→ What needs to be done
Copy whichever lines of the data hold the word "setLineDash".
Source material START
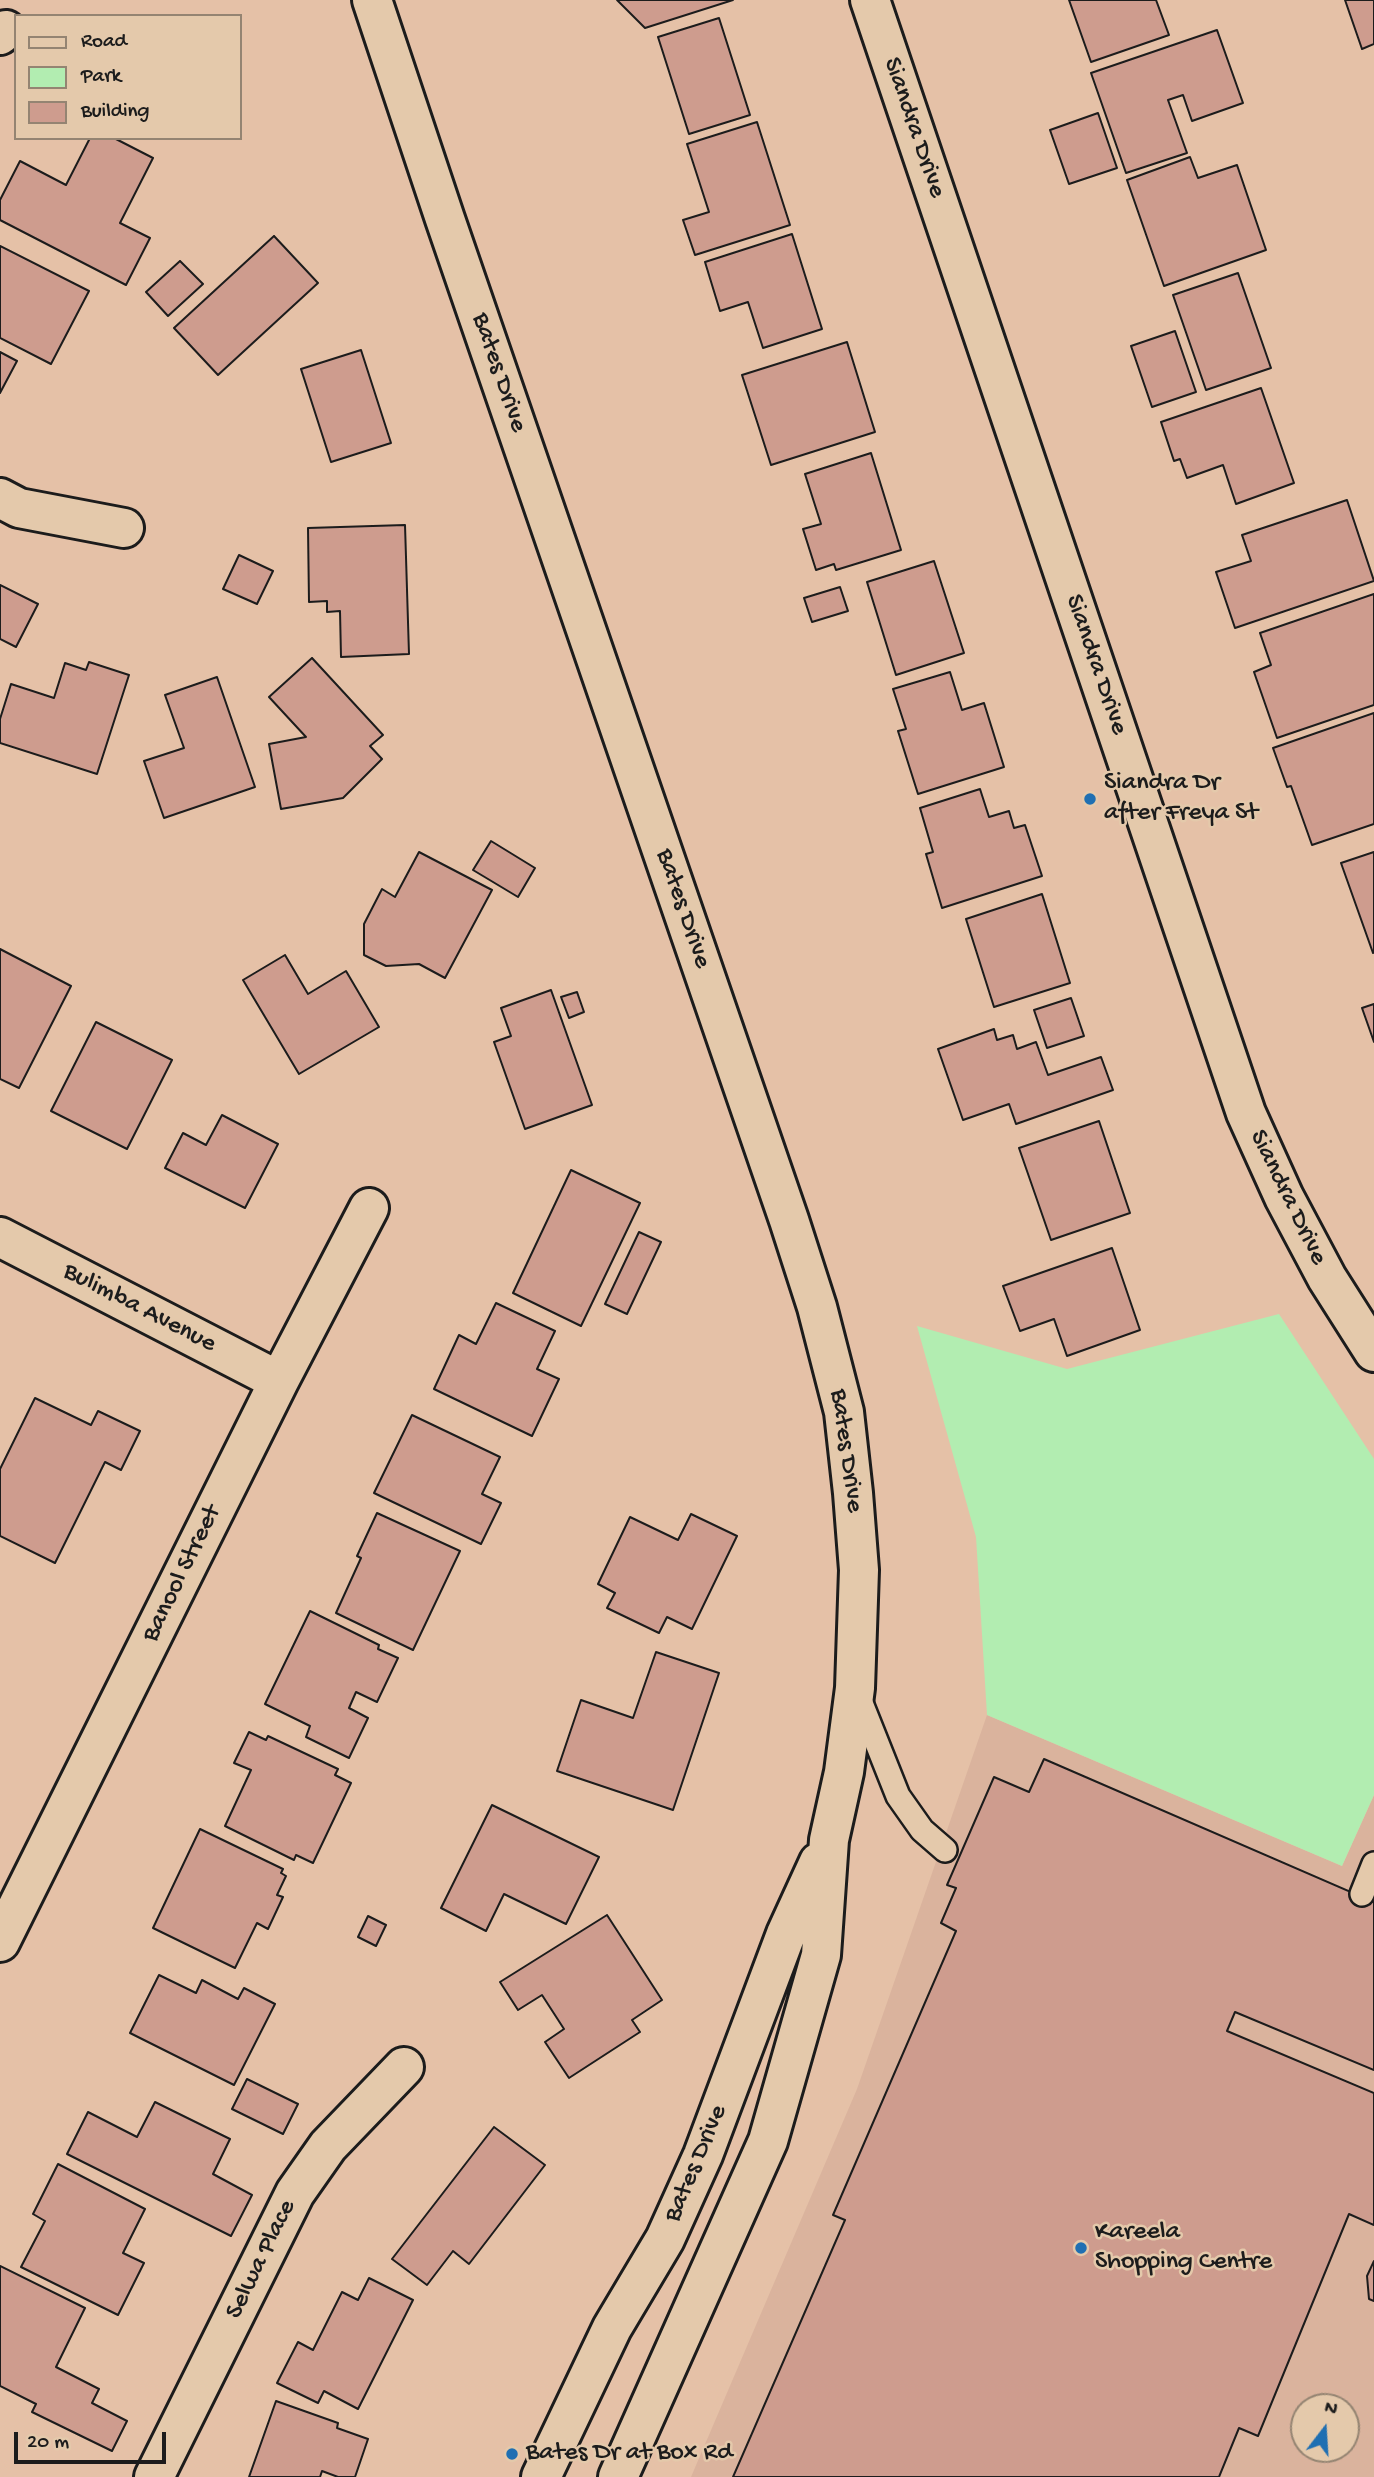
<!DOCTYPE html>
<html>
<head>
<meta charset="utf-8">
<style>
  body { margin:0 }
  #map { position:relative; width:1374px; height:2477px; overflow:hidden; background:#e5c1a7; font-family:"Gochi Hand",sans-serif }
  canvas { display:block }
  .legend { position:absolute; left:14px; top:14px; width:228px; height:126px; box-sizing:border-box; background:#e4c9ab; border:2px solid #948472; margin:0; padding:9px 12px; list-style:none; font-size:21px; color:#1c1c1c }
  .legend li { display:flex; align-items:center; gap:14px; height:35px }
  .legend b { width:35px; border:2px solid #948472 }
  .north { position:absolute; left:1290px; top:2393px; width:70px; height:70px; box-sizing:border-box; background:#e4c9ab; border:2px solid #948472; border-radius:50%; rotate:17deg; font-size:19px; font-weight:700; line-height:28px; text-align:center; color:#1c1c1c }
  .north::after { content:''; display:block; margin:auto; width:24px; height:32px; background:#1f6fb2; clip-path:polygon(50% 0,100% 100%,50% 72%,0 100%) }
  .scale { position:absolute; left:14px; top:2432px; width:152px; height:32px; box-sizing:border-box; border:4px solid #1c1c1c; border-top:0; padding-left:9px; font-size:21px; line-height:24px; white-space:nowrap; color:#1c1c1c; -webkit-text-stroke:5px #e4c9ab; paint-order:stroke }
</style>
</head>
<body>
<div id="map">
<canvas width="1374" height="2477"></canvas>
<ul class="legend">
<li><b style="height:9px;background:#e4c9ab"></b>Road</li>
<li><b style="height:19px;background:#b2edb1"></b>Park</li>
<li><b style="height:19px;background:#ce9c8e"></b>Building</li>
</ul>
<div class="north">N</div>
<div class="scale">20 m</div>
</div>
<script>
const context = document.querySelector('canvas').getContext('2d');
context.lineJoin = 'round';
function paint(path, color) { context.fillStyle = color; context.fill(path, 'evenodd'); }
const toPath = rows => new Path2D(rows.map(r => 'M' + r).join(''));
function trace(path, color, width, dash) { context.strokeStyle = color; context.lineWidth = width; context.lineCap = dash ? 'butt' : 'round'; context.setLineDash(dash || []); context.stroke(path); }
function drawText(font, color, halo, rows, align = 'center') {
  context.font = font + ' "Gochi Hand",sans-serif'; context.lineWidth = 5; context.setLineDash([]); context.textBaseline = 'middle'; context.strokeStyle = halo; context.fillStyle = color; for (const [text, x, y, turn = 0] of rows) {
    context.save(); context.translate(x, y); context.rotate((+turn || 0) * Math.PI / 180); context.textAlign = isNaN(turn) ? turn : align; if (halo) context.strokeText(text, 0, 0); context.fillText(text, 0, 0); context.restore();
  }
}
paint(toPath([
  [987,1715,1342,1866,1374,1795,1374,2477,691,2477,857,2089],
  [1304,2407,1346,2407,1346,2449,1304,2449]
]), '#dab39d');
paint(toPath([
  [1279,1314,1374,1459,1374,1795,1342,1866,987,1715,976,1537,917,1326,1067,1369]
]), '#b2edb1');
const building = toPath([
  [617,0,733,0,645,28,617,0],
  [1069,0,1156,0,1169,35,1091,62,1069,0],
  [1345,0,1374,0,1374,44,1362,49,1345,0],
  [719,18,750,115,689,134,658,37,719,18],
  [1217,30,1243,103,1192,121,1183,95,1168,100,1187,153,1126,173,1091,73,1217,30],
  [1098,113,1117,168,1069,184,1050,130,1098,113],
  [757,122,790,225,695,255,683,220,709,212,687,144,757,122],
  [90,138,114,138,153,158,120,223,150,238,126,285,0,220,0,200,20,161,66,185,90,138],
  [1190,157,1198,178,1237,165,1266,250,1164,286,1127,180,1190,157],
  [792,234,822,329,763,348,748,302,720,311,705,262,792,234],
  [274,236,318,283,218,375,174,328,274,236],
  [0,246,89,291,51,364,0,338,0,246],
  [180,261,203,284,168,316,146,292,180,261],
  [1238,273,1271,368,1206,390,1173,295,1238,273],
  [1175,331,1196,392,1152,407,1131,346,1175,331],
  [847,342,875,432,771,465,742,375,847,342],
  [361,350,391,443,331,462,301,369,361,350],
  [0,352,17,361,0,393,0,352],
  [1261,388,1294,483,1236,504,1223,465,1187,478,1180,459,1174,461,1161,422,1261,388],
  [871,453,901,550,836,570,834,564,816,570,803,529,821,524,805,474,871,453],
  [1347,500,1374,581,1235,628,1216,572,1251,561,1242,535,1347,500],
  [405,525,409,654,341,657,340,611,327,612,327,601,309,602,308,528,405,525],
  [239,555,273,571,257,604,223,589,239,555],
  [934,561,964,653,896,675,867,582,934,561],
  [0,585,38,604,16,647,0,639,0,585],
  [840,587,848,611,812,622,804,598,840,587],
  [1374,594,1374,705,1277,738,1254,672,1271,665,1260,633,1374,594],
  [312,658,383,735,370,746,382,759,343,798,281,809,269,744,306,737,269,697,312,658],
  [89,662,129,675,97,774,0,743,0,719,11,684,54,698,65,663,86,670,89,662],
  [950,672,962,710,984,703,1004,767,918,794,898,731,906,729,893,689,950,672],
  [217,677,255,787,164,818,144,761,184,748,165,695,217,677],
  [1374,713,1374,824,1312,845,1291,786,1287,787,1273,748,1374,713],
  [980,789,989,817,1009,811,1014,828,1025,825,1042,876,942,908,926,854,933,852,920,808,980,789],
  [491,841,535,868,518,897,473,870,491,841],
  [419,852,492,890,445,978,419,964,386,966,364,955,364,924,382,889,395,897,419,852],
  [1374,852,1374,952,1373,953,1341,863,1374,852],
  [1042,894,1070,983,994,1007,966,919,1042,894],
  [0,949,71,986,19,1088,0,1079,0,949],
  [285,955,308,994,346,971,379,1027,299,1074,243,980,285,955],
  [551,990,592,1105,525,1129,494,1042,511,1036,501,1008,551,990],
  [577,992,584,1012,569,1018,561,997,577,992],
  [1071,998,1084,1036,1047,1048,1034,1010,1071,998],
  [1374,1004,1374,1042,1362,1008,1374,1004],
  [96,1022,172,1060,127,1149,51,1111,96,1022],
  [994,1029,997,1040,1013,1035,1017,1049,1036,1042,1048,1075,1101,1057,1113,1090,1016,1124,1009,1104,963,1120,938,1049,994,1029],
  [222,1115,278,1144,245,1208,165,1168,183,1133,206,1145,222,1115],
  [1099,1121,1130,1213,1051,1240,1019,1148,1099,1121],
  [571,1170,640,1203,581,1326,513,1293,571,1170],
  [639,1232,661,1242,627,1314,605,1304,639,1232],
  [1112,1248,1140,1330,1067,1356,1054,1319,1020,1331,1003,1286,1112,1248],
  [496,1303,555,1331,537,1369,559,1379,532,1436,434,1389,459,1335,476,1344,496,1303],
  [35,1398,91,1425,98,1411,140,1431,121,1470,105,1462,55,1563,0,1536,0,1469,35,1398],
  [412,1415,500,1457,482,1494,501,1503,481,1544,374,1493,412,1415],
  [377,1513,460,1551,413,1650,336,1613,361,1558,357,1556,377,1513],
  [691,1514,737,1536,692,1629,667,1617,659,1633,607,1608,615,1593,598,1584,630,1517,678,1540,691,1514],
  [310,1611,379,1645,378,1649,398,1658,377,1702,356,1692,349,1708,368,1718,349,1758,306,1737,310,1726,265,1704,310,1611],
  [656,1652,719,1673,673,1810,557,1771,581,1700,633,1718,656,1652],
  [249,1732,266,1740,268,1736,338,1769,335,1775,351,1783,313,1863,296,1855,294,1860,225,1826,251,1770,234,1763,249,1732],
  [1044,1759,1374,1902,1374,2070,1235,2012,1227,2031,1374,2093,1374,2225,1349,2214,1258,2436,1239,2428,1219,2477,733,2477,845,2220,833,2215,956,1931,941,1923,956,1888,947,1885,994,1777,1029,1792,1044,1759],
  [492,1805,599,1857,566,1924,504,1894,486,1931,441,1908,492,1805],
  [200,1829,283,1869,281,1873,286,1876,277,1895,283,1897,268,1929,257,1923,235,1968,153,1928,200,1829],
  [607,1915,662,2000,632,2020,640,2032,569,2078,545,2042,564,2029,542,1995,518,2010,500,1982,607,1915],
  [368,1916,386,1925,376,1946,358,1937,368,1916],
  [159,1975,196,1993,202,1980,238,1999,244,1988,275,2004,234,2085,130,2033,159,1975],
  [247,2079,298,2104,283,2134,232,2109,247,2079],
  [155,2102,230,2139,213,2174,252,2195,231,2236,67,2154,88,2112,137,2137,155,2102],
  [494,2127,545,2165,469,2264,453,2251,427,2285,392,2259,494,2127],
  [58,2164,145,2209,123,2253,144,2263,118,2315,21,2267,45,2221,33,2214,58,2164],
  [1374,2261,1374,2301,1369,2299,1367,2276,1374,2261],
  [0,2266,85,2308,56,2367,99,2389,92,2403,127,2421,112,2451,32,2412,36,2404,0,2386,0,2266],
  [369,2278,413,2300,358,2409,324,2391,318,2403,277,2383,298,2342,313,2350,342,2292,358,2300,369,2278],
  [276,2401,338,2423,337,2428,368,2439,355,2477,338,2477,322,2471,320,2477,249,2477,276,2401]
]);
paint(building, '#ce9c8e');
trace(building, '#1c1c1c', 2);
const lane = toPath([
  [859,1698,898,1796,922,1830,945,1850],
  [1362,1894,1374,1864]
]);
const street = toPath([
  [870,0,1246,1113,1284,1197,1327,1278,1374,1352],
  [0,35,6,30],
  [0,498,19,508,124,528],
  [0,1237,279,1381],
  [0,1942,279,1381,369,1208],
  [154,2477,295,2193,328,2146,404,2067]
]);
const secondary = toPath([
  [372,0,445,219,789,1220,817,1307,844,1412,853,1493,859,1570,855,1688,844,1772,829,1840,821,1955,768,2141,618,2477],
  [541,2477,612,2328,665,2239,703,2155,786,1934,819,1862]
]);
trace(lane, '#1c1c1c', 28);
trace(street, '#1c1c1c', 44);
trace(secondary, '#1c1c1c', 44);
trace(lane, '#e4c9ab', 23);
trace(street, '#e4c9ab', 38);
trace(secondary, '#e4c9ab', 38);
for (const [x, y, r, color] of [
  [1090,799,7,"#1f6fb2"],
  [1081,2248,7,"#1f6fb2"],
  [512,2454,7,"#1f6fb2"]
]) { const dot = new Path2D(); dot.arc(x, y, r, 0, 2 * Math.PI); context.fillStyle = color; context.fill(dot); trace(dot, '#e4c9ab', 2.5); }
drawText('26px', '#1c1c1c', '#e4c9ab', [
  ["Siandra Drive",913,128,71],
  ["Bates Drive",498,373,71],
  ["Siandra Drive",1095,665,71],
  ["Bates Drive",682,909,71],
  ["Siandra Drive",1287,1198,64],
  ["Bulimba Avenue",139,1309,27],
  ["Bates Drive",845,1451,82],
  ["Banool Street",183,1574,-64],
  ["Bates Drive",697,2164,-67],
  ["Selwa Place",262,2260,-64]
]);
drawText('26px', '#1c1c1c', '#e4c9ab', [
  ["Siandra Dr",1104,784],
  ["after Freya St",1104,814],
  ["Kareela",1095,2233],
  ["Shopping Centre",1095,2263],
  ["Bates Dr at Box Rd",526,2454]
], 'left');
</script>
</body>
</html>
Source material END
→ Result
function trace(path, color, width, dash) { context.strokeStyle = color; context.lineWidth = width; context.lineCap = dash ? 'butt' : 'round'; context.setLineDash(dash || []); context.stroke(path); }
  context.font = font + ' "Gochi Hand",sans-serif'; context.lineWidth = 5; context.setLineDash([]); context.textBaseline = 'middle'; context.strokeStyle = halo; context.fillStyle = color; for (const [text, x, y, turn = 0] of rows) {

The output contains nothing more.